EXERCISE BRIEF:
If a record contains a picture, leave the picture out and transcribe everything else exactly.

★ ★ ★ ★

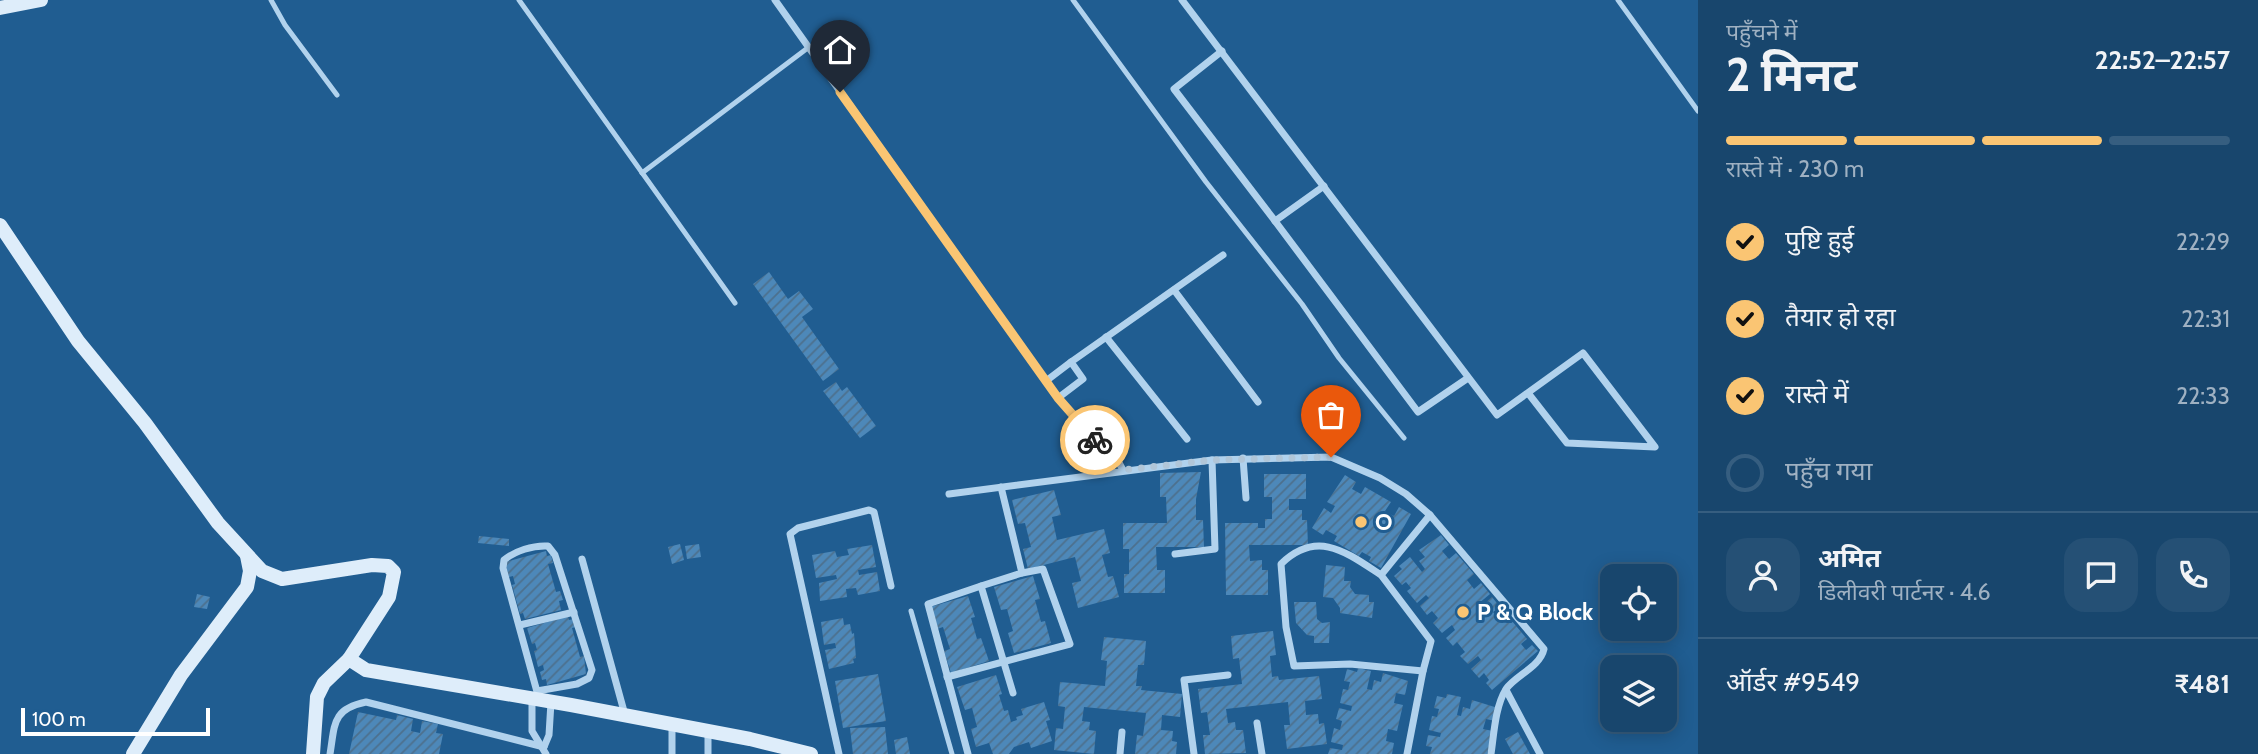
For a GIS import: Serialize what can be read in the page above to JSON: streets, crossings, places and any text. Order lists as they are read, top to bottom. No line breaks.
{"places":["O","P & Q Block"],"scale_bar":"100 m","page":{"heading":["2 मिनट","पहुँचने में","22:52–22:57"],"panel":["अमित","डिलीवरी पार्टनर · 4.6","ऑर्डर #9549","₹481"],"bar":"रास्ते में · 230 m","list":[["पुष्टि हुई","22:29"],["तैयार हो रहा","22:31"],["रास्ते में","22:33"],"पहुँच गया"],"scale":"100 m"}}
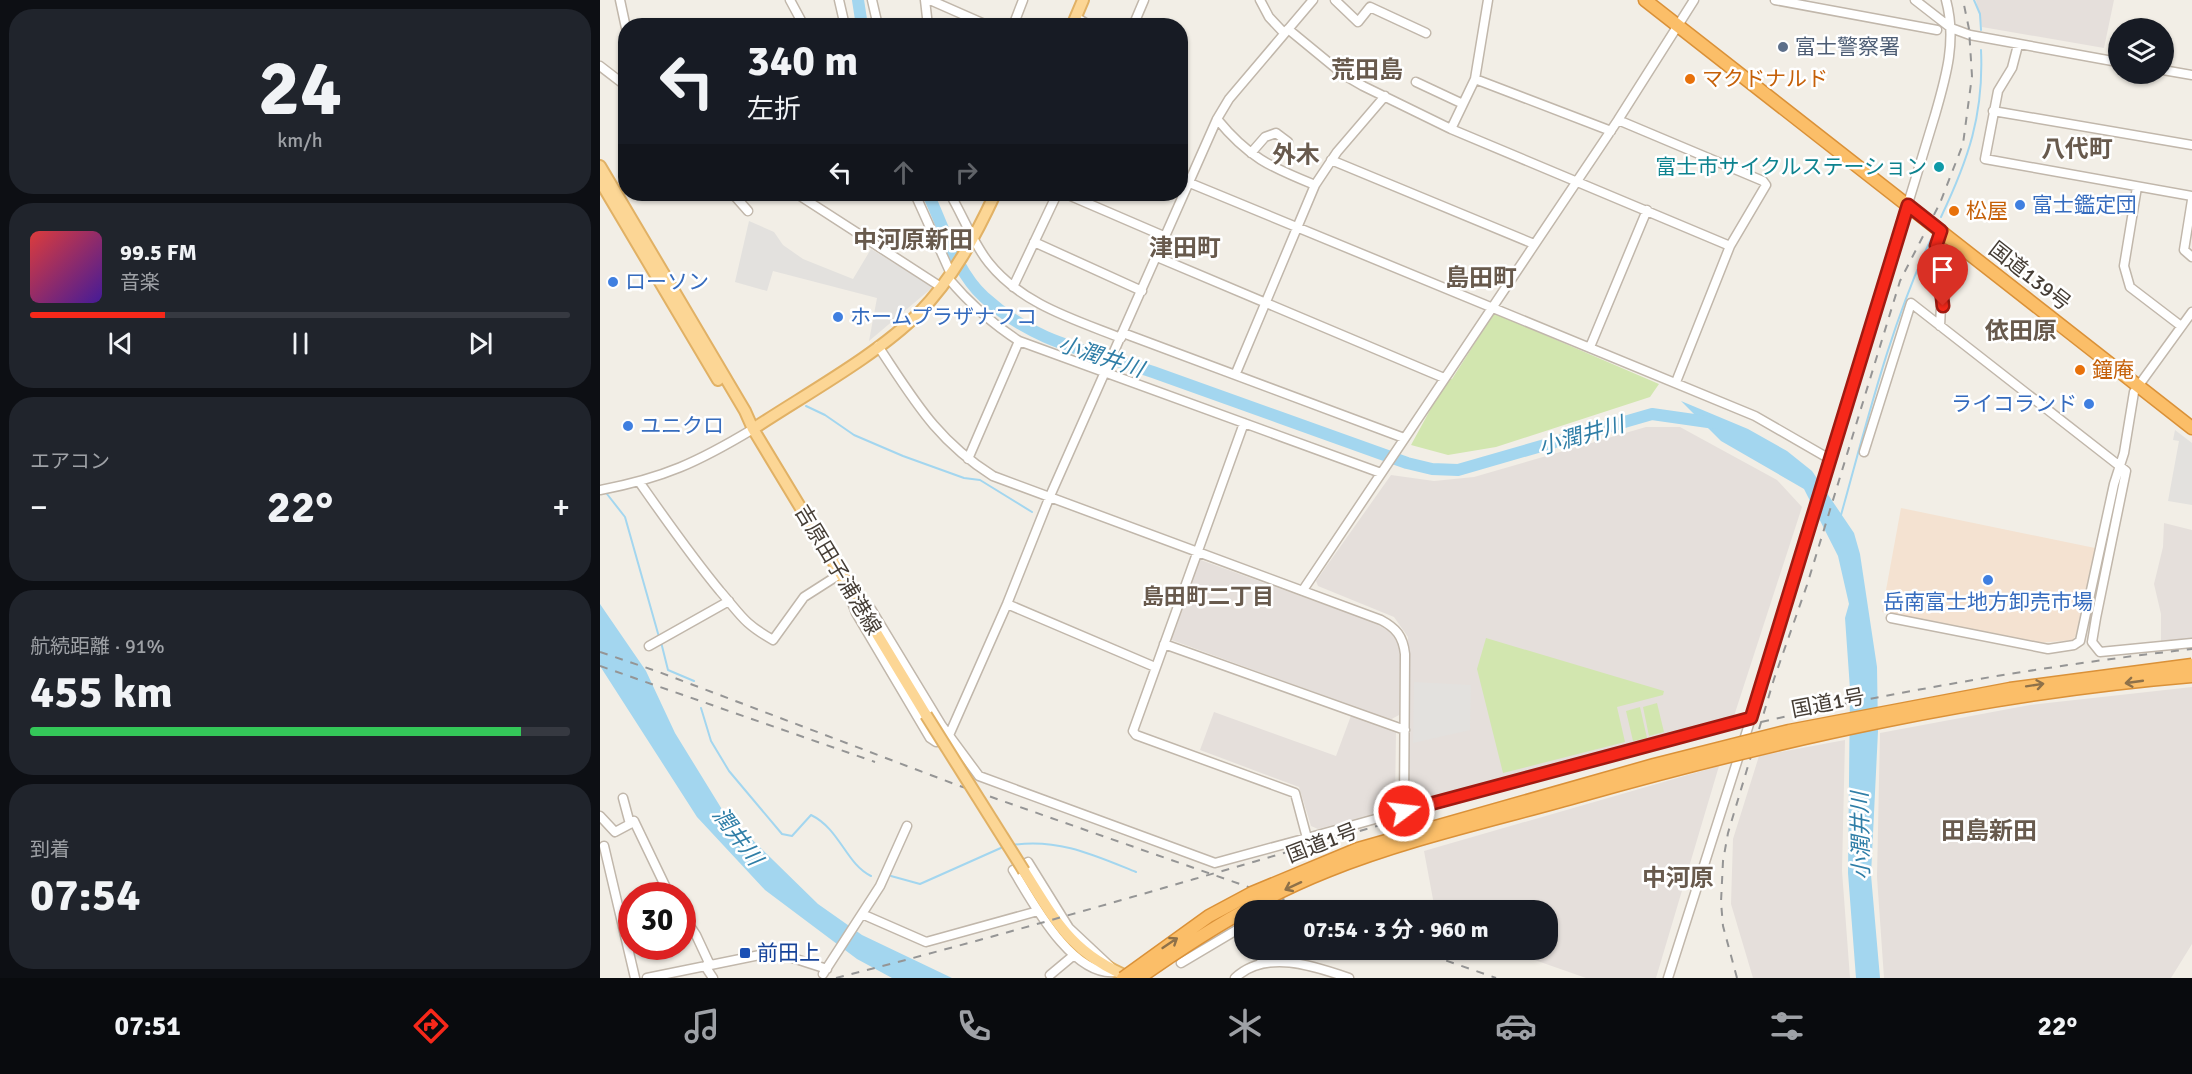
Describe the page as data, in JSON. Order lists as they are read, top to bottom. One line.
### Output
{"streets":{"highway":["国道139号","国道1号"],"main road":["吉原田子浦港線"]},"crossings":[["吉原田子浦港線","国道1号"]],"districts":["荒田島","八代町","外木","中河原新田","津田町","島田町","依田原","島田町二丁目","田島新田","中河原"],"water":["小潤井川","潤井川"],"places":{"other":["富士警察署","マクドナルド","富士市サイクルステーション","富士鑑定団","松屋","ローソン","ホームプラザナフコ","鐘庵","ライコランド","ユニクロ","岳南富士地方卸売市場"],"transit":["前田上"]},"page":{"tile":[["24","km/h"],"エアコン",["航続距離 · 91%","455 km"],["到着","07:54"]],"turn":["340 m","左折"],"song":["99.5 FM","音楽"],"heat":["−","22°","+"],"limit":"30","trip":"07:54 · 3 分 · 960 m","tabs":["07:51","22°"]}}
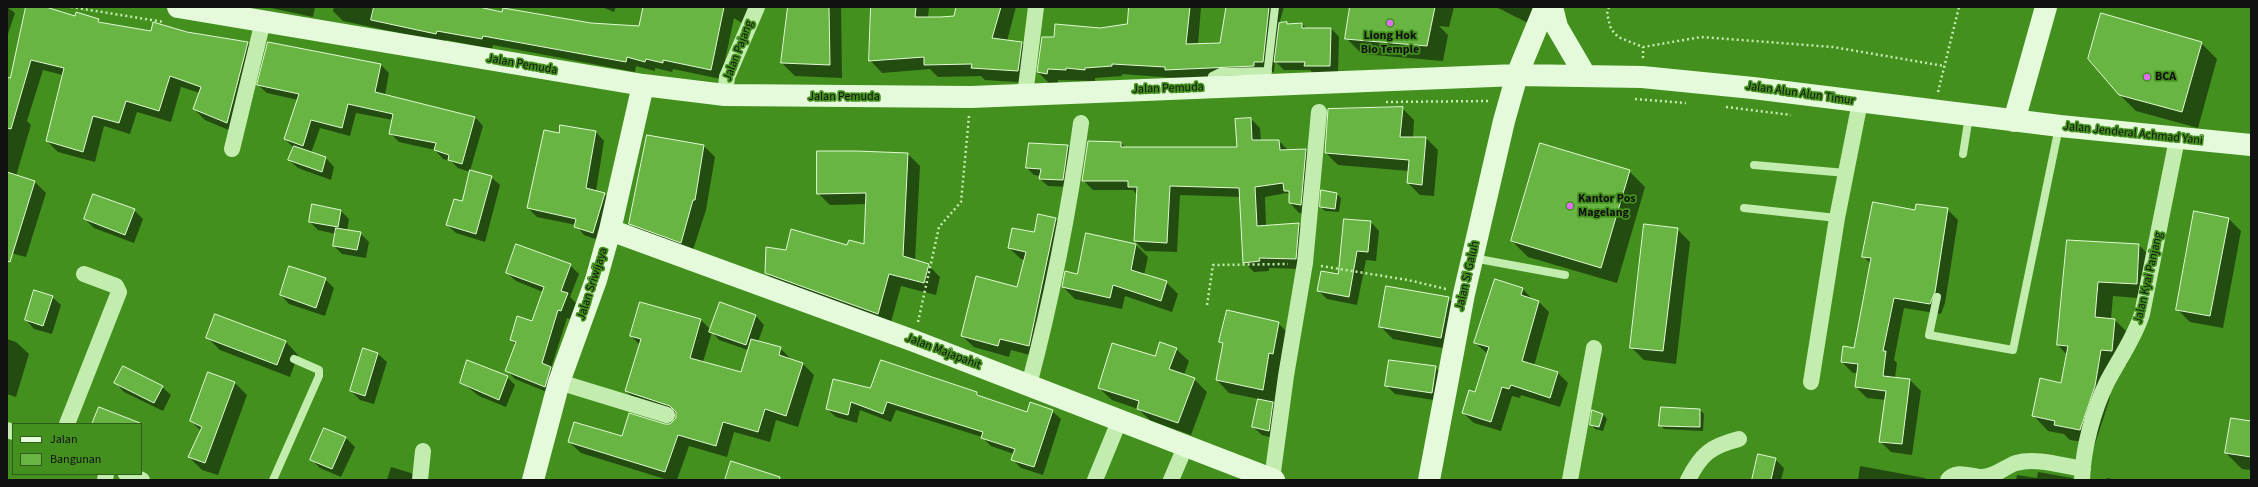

★ ★ ★ ★

RESPONSE FOR THIS EXERCISE:
For a GIS import: Serialize what can be read in the page above to JSON: streets, crossings, places and any text. Order lists as they are read, top to bottom. No line breaks.
{"places":["O","P & Q Block"],"scale_bar":"100 m","page":{"heading":["2 मिनट","पहुँचने में","22:52–22:57"],"panel":["अमित","डिलीवरी पार्टनर · 4.6","ऑर्डर #9549","₹481"],"bar":"रास्ते में · 230 m","list":[["पुष्टि हुई","22:29"],["तैयार हो रहा","22:31"],["रास्ते में","22:33"],"पहुँच गया"],"scale":"100 m"}}
Describe the page as data, in JSON. Order lists as they are read, top to bottom. One line.
### Output
{"streets":{"highway":["国道139号","国道1号"],"main road":["吉原田子浦港線"]},"crossings":[["吉原田子浦港線","国道1号"]],"districts":["荒田島","八代町","外木","中河原新田","津田町","島田町","依田原","島田町二丁目","田島新田","中河原"],"water":["小潤井川","潤井川"],"places":{"other":["富士警察署","マクドナルド","富士市サイクルステーション","富士鑑定団","松屋","ローソン","ホームプラザナフコ","鐘庵","ライコランド","ユニクロ","岳南富士地方卸売市場"],"transit":["前田上"]},"page":{"tile":[["24","km/h"],"エアコン",["航続距離 · 91%","455 km"],["到着","07:54"]],"turn":["340 m","左折"],"song":["99.5 FM","音楽"],"heat":["−","22°","+"],"limit":"30","trip":"07:54 · 3 分 · 960 m","tabs":["07:51","22°"]}}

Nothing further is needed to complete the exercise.